§ **What to do**
When you reach the entries, transcribe each one exactly.

§ **Excerpted data**
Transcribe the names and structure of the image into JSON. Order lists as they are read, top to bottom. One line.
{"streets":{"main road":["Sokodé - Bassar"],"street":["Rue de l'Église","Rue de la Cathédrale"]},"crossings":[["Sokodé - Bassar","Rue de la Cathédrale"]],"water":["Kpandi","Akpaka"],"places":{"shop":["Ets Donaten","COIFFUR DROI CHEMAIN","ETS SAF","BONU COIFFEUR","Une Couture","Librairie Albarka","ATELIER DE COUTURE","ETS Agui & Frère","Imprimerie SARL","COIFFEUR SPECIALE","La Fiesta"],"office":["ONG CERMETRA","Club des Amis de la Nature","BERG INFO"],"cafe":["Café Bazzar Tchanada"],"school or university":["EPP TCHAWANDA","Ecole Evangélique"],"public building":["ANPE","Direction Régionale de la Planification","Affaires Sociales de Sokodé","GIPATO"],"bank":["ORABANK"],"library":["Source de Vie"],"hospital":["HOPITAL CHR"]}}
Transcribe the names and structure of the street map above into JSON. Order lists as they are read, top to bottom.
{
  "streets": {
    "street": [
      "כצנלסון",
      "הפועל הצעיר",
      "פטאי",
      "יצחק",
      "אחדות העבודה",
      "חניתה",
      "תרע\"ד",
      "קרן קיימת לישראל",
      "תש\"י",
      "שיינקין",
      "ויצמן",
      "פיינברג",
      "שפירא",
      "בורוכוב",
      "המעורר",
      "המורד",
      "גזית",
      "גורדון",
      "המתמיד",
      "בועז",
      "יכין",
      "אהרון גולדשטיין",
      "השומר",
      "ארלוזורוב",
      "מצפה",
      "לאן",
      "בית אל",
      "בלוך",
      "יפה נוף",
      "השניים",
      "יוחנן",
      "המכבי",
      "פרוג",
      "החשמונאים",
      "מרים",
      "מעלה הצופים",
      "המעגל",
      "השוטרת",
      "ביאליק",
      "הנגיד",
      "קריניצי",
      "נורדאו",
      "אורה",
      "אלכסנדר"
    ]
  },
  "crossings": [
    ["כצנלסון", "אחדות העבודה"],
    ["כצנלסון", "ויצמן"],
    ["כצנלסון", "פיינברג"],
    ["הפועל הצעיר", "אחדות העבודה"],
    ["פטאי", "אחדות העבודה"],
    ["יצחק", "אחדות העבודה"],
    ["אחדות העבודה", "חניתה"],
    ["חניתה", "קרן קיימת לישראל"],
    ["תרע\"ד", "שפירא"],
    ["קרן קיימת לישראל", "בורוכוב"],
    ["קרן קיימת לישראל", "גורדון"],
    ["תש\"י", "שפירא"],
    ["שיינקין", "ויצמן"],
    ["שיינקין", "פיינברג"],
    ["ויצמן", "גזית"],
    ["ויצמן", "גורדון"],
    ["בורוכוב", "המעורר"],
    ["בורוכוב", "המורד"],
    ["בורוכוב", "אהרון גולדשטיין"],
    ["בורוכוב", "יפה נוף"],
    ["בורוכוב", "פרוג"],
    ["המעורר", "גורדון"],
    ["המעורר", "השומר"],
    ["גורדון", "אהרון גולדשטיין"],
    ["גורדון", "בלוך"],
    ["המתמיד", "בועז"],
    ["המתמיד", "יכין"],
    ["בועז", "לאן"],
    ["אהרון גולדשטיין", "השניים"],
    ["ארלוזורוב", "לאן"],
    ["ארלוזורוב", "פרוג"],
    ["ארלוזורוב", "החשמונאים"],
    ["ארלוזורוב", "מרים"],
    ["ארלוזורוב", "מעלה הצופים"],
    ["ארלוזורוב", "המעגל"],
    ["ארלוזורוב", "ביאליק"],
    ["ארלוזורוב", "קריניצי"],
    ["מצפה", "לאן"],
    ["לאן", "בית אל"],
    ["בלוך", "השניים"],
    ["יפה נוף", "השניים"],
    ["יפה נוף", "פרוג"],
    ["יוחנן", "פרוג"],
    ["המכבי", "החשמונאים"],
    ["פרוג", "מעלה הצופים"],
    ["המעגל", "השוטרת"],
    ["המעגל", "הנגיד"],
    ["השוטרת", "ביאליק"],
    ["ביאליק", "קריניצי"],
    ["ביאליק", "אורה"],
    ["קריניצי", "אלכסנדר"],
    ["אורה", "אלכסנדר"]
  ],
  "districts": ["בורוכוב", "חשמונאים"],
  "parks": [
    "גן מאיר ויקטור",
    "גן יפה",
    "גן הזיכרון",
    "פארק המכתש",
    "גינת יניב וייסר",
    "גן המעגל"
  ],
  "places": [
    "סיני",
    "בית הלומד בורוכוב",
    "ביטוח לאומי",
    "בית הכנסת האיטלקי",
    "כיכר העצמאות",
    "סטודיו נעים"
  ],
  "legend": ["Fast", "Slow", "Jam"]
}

§ **Exercise solution**
Transcribe the names and structure of the image into JSON. Order lists as they are read, top to bottom. One line.
{"streets":{"main road":["Sokodé - Bassar"],"street":["Rue de l'Église","Rue de la Cathédrale"]},"crossings":[["Sokodé - Bassar","Rue de la Cathédrale"]],"water":["Kpandi","Akpaka"],"places":{"shop":["Ets Donaten","COIFFUR DROI CHEMAIN","ETS SAF","BONU COIFFEUR","Une Couture","Librairie Albarka","ATELIER DE COUTURE","ETS Agui & Frère","Imprimerie SARL","COIFFEUR SPECIALE","La Fiesta"],"office":["ONG CERMETRA","Club des Amis de la Nature","BERG INFO"],"cafe":["Café Bazzar Tchanada"],"school or university":["EPP TCHAWANDA","Ecole Evangélique"],"public building":["ANPE","Direction Régionale de la Planification","Affaires Sociales de Sokodé","GIPATO"],"bank":["ORABANK"],"library":["Source de Vie"],"hospital":["HOPITAL CHR"]}}
Transcribe the names and structure of the street map above into JSON. Order lists as they are read, top to bottom.
{
  "streets": {
    "street": [
      "כצנלסון",
      "הפועל הצעיר",
      "פטאי",
      "יצחק",
      "אחדות העבודה",
      "חניתה",
      "תרע\"ד",
      "קרן קיימת לישראל",
      "תש\"י",
      "שיינקין",
      "ויצמן",
      "פיינברג",
      "שפירא",
      "בורוכוב",
      "המעורר",
      "המורד",
      "גזית",
      "גורדון",
      "המתמיד",
      "בועז",
      "יכין",
      "אהרון גולדשטיין",
      "השומר",
      "ארלוזורוב",
      "מצפה",
      "לאן",
      "בית אל",
      "בלוך",
      "יפה נוף",
      "השניים",
      "יוחנן",
      "המכבי",
      "פרוג",
      "החשמונאים",
      "מרים",
      "מעלה הצופים",
      "המעגל",
      "השוטרת",
      "ביאליק",
      "הנגיד",
      "קריניצי",
      "נורדאו",
      "אורה",
      "אלכסנדר"
    ]
  },
  "crossings": [
    ["כצנלסון", "אחדות העבודה"],
    ["כצנלסון", "ויצמן"],
    ["כצנלסון", "פיינברג"],
    ["הפועל הצעיר", "אחדות העבודה"],
    ["פטאי", "אחדות העבודה"],
    ["יצחק", "אחדות העבודה"],
    ["אחדות העבודה", "חניתה"],
    ["חניתה", "קרן קיימת לישראל"],
    ["תרע\"ד", "שפירא"],
    ["קרן קיימת לישראל", "בורוכוב"],
    ["קרן קיימת לישראל", "גורדון"],
    ["תש\"י", "שפירא"],
    ["שיינקין", "ויצמן"],
    ["שיינקין", "פיינברג"],
    ["ויצמן", "גזית"],
    ["ויצמן", "גורדון"],
    ["בורוכוב", "המעורר"],
    ["בורוכוב", "המורד"],
    ["בורוכוב", "אהרון גולדשטיין"],
    ["בורוכוב", "יפה נוף"],
    ["בורוכוב", "פרוג"],
    ["המעורר", "גורדון"],
    ["המעורר", "השומר"],
    ["גורדון", "אהרון גולדשטיין"],
    ["גורדון", "בלוך"],
    ["המתמיד", "בועז"],
    ["המתמיד", "יכין"],
    ["בועז", "לאן"],
    ["אהרון גולדשטיין", "השניים"],
    ["ארלוזורוב", "לאן"],
    ["ארלוזורוב", "פרוג"],
    ["ארלוזורוב", "החשמונאים"],
    ["ארלוזורוב", "מרים"],
    ["ארלוזורוב", "מעלה הצופים"],
    ["ארלוזורוב", "המעגל"],
    ["ארלוזורוב", "ביאליק"],
    ["ארלוזורוב", "קריניצי"],
    ["מצפה", "לאן"],
    ["לאן", "בית אל"],
    ["בלוך", "השניים"],
    ["יפה נוף", "השניים"],
    ["יפה נוף", "פרוג"],
    ["יוחנן", "פרוג"],
    ["המכבי", "החשמונאים"],
    ["פרוג", "מעלה הצופים"],
    ["המעגל", "השוטרת"],
    ["המעגל", "הנגיד"],
    ["השוטרת", "ביאליק"],
    ["ביאליק", "קריניצי"],
    ["ביאליק", "אורה"],
    ["קריניצי", "אלכסנדר"],
    ["אורה", "אלכסנדר"]
  ],
  "districts": ["בורוכוב", "חשמונאים"],
  "parks": [
    "גן מאיר ויקטור",
    "גן יפה",
    "גן הזיכרון",
    "פארק המכתש",
    "גינת יניב וייסר",
    "גן המעגל"
  ],
  "places": [
    "סיני",
    "בית הלומד בורוכוב",
    "ביטוח לאומי",
    "בית הכנסת האיטלקי",
    "כיכר העצמאות",
    "סטודיו נעים"
  ],
  "legend": ["Fast", "Slow", "Jam"]
}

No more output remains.